§ TASK STATEMENT
Output the entries verbatim, including every line.

§ DATA SHOWN
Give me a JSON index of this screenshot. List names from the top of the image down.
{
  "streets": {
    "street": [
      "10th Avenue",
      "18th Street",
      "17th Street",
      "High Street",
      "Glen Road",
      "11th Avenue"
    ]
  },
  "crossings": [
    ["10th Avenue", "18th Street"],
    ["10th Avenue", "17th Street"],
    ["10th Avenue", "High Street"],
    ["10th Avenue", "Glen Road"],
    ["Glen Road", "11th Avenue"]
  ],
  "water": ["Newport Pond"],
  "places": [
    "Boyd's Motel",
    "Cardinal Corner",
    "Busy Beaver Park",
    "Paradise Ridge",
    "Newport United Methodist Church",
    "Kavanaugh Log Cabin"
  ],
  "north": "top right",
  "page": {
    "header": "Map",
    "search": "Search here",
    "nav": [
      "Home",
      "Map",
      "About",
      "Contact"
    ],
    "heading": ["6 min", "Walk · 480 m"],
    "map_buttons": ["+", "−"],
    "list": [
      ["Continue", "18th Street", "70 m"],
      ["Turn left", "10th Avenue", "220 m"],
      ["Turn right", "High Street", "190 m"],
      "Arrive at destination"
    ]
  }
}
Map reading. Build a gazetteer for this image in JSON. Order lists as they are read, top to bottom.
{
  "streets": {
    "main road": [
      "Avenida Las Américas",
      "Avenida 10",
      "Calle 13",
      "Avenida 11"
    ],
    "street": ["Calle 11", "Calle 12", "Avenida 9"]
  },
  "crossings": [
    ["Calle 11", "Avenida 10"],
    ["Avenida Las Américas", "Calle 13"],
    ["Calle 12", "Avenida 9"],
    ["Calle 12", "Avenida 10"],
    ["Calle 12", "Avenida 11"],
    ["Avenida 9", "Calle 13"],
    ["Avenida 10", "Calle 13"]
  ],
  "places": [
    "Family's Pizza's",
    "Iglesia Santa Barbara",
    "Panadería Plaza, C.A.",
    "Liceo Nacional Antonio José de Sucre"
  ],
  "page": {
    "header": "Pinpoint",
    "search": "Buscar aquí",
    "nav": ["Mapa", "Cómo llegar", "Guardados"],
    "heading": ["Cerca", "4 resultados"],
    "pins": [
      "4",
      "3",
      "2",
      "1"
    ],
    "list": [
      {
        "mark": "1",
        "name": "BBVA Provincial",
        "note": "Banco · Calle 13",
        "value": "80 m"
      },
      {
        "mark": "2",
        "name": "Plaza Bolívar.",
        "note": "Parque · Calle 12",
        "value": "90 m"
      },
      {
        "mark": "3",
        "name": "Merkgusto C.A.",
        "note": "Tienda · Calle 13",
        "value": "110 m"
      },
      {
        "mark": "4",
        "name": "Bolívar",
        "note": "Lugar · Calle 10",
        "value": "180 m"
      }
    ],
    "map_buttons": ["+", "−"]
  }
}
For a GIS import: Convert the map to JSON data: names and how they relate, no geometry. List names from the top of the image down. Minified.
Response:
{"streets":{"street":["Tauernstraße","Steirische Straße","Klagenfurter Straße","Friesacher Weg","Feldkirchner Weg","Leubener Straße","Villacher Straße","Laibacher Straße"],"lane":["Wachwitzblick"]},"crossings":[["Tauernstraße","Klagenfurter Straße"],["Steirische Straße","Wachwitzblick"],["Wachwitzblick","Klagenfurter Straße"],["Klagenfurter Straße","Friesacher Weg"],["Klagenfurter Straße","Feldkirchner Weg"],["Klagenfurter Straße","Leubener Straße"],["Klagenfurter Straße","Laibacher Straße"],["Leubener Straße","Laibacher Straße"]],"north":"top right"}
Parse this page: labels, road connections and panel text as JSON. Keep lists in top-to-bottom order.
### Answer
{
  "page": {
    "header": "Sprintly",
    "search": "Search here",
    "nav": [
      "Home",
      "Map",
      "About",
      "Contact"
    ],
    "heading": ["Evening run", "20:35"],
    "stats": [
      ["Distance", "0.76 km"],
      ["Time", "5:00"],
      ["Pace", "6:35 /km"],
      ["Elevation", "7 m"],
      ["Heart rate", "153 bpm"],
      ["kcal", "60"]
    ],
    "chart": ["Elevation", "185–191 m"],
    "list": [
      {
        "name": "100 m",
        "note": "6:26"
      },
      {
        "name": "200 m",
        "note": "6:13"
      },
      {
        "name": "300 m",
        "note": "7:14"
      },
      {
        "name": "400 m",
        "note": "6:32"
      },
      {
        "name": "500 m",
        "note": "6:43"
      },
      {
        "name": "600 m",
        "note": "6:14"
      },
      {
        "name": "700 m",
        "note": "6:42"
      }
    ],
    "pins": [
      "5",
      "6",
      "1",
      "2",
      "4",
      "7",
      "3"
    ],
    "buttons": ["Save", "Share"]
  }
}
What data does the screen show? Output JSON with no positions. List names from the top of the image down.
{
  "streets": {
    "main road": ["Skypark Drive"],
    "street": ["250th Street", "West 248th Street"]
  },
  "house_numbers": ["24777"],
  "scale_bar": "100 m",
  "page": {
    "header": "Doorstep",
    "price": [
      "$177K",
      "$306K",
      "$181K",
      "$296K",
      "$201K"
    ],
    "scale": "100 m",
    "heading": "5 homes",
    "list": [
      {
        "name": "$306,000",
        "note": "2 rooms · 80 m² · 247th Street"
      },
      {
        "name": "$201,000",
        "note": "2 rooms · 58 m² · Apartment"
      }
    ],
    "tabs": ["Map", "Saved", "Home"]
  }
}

§ THE ANSWER
Give me a JSON index of this screenshot. List names from the top of the image down.
{
  "streets": {
    "street": [
      "10th Avenue",
      "18th Street",
      "17th Street",
      "High Street",
      "Glen Road",
      "11th Avenue"
    ]
  },
  "crossings": [
    ["10th Avenue", "18th Street"],
    ["10th Avenue", "17th Street"],
    ["10th Avenue", "High Street"],
    ["10th Avenue", "Glen Road"],
    ["Glen Road", "11th Avenue"]
  ],
  "water": ["Newport Pond"],
  "places": [
    "Boyd's Motel",
    "Cardinal Corner",
    "Busy Beaver Park",
    "Paradise Ridge",
    "Newport United Methodist Church",
    "Kavanaugh Log Cabin"
  ],
  "north": "top right",
  "page": {
    "header": "Map",
    "search": "Search here",
    "nav": [
      "Home",
      "Map",
      "About",
      "Contact"
    ],
    "heading": ["6 min", "Walk · 480 m"],
    "map_buttons": ["+", "−"],
    "list": [
      ["Continue", "18th Street", "70 m"],
      ["Turn left", "10th Avenue", "220 m"],
      ["Turn right", "High Street", "190 m"],
      "Arrive at destination"
    ]
  }
}
Map reading. Build a gazetteer for this image in JSON. Order lists as they are read, top to bottom.
{
  "streets": {
    "main road": [
      "Avenida Las Américas",
      "Avenida 10",
      "Calle 13",
      "Avenida 11"
    ],
    "street": ["Calle 11", "Calle 12", "Avenida 9"]
  },
  "crossings": [
    ["Calle 11", "Avenida 10"],
    ["Avenida Las Américas", "Calle 13"],
    ["Calle 12", "Avenida 9"],
    ["Calle 12", "Avenida 10"],
    ["Calle 12", "Avenida 11"],
    ["Avenida 9", "Calle 13"],
    ["Avenida 10", "Calle 13"]
  ],
  "places": [
    "Family's Pizza's",
    "Iglesia Santa Barbara",
    "Panadería Plaza, C.A.",
    "Liceo Nacional Antonio José de Sucre"
  ],
  "page": {
    "header": "Pinpoint",
    "search": "Buscar aquí",
    "nav": ["Mapa", "Cómo llegar", "Guardados"],
    "heading": ["Cerca", "4 resultados"],
    "pins": [
      "4",
      "3",
      "2",
      "1"
    ],
    "list": [
      {
        "mark": "1",
        "name": "BBVA Provincial",
        "note": "Banco · Calle 13",
        "value": "80 m"
      },
      {
        "mark": "2",
        "name": "Plaza Bolívar.",
        "note": "Parque · Calle 12",
        "value": "90 m"
      },
      {
        "mark": "3",
        "name": "Merkgusto C.A.",
        "note": "Tienda · Calle 13",
        "value": "110 m"
      },
      {
        "mark": "4",
        "name": "Bolívar",
        "note": "Lugar · Calle 10",
        "value": "180 m"
      }
    ],
    "map_buttons": ["+", "−"]
  }
}
For a GIS import: Convert the map to JSON data: names and how they relate, no geometry. List names from the top of the image down. Minified.
Response:
{"streets":{"street":["Tauernstraße","Steirische Straße","Klagenfurter Straße","Friesacher Weg","Feldkirchner Weg","Leubener Straße","Villacher Straße","Laibacher Straße"],"lane":["Wachwitzblick"]},"crossings":[["Tauernstraße","Klagenfurter Straße"],["Steirische Straße","Wachwitzblick"],["Wachwitzblick","Klagenfurter Straße"],["Klagenfurter Straße","Friesacher Weg"],["Klagenfurter Straße","Feldkirchner Weg"],["Klagenfurter Straße","Leubener Straße"],["Klagenfurter Straße","Laibacher Straße"],["Leubener Straße","Laibacher Straße"]],"north":"top right"}
Parse this page: labels, road connections and panel text as JSON. Keep lists in top-to-bottom order.
### Answer
{
  "page": {
    "header": "Sprintly",
    "search": "Search here",
    "nav": [
      "Home",
      "Map",
      "About",
      "Contact"
    ],
    "heading": ["Evening run", "20:35"],
    "stats": [
      ["Distance", "0.76 km"],
      ["Time", "5:00"],
      ["Pace", "6:35 /km"],
      ["Elevation", "7 m"],
      ["Heart rate", "153 bpm"],
      ["kcal", "60"]
    ],
    "chart": ["Elevation", "185–191 m"],
    "list": [
      {
        "name": "100 m",
        "note": "6:26"
      },
      {
        "name": "200 m",
        "note": "6:13"
      },
      {
        "name": "300 m",
        "note": "7:14"
      },
      {
        "name": "400 m",
        "note": "6:32"
      },
      {
        "name": "500 m",
        "note": "6:43"
      },
      {
        "name": "600 m",
        "note": "6:14"
      },
      {
        "name": "700 m",
        "note": "6:42"
      }
    ],
    "pins": [
      "5",
      "6",
      "1",
      "2",
      "4",
      "7",
      "3"
    ],
    "buttons": ["Save", "Share"]
  }
}
What data does the screen show? Output JSON with no positions. List names from the top of the image down.
{
  "streets": {
    "main road": ["Skypark Drive"],
    "street": ["250th Street", "West 248th Street"]
  },
  "house_numbers": ["24777"],
  "scale_bar": "100 m",
  "page": {
    "header": "Doorstep",
    "price": [
      "$177K",
      "$306K",
      "$181K",
      "$296K",
      "$201K"
    ],
    "scale": "100 m",
    "heading": "5 homes",
    "list": [
      {
        "name": "$306,000",
        "note": "2 rooms · 80 m² · 247th Street"
      },
      {
        "name": "$201,000",
        "note": "2 rooms · 58 m² · Apartment"
      }
    ],
    "tabs": ["Map", "Saved", "Home"]
  }
}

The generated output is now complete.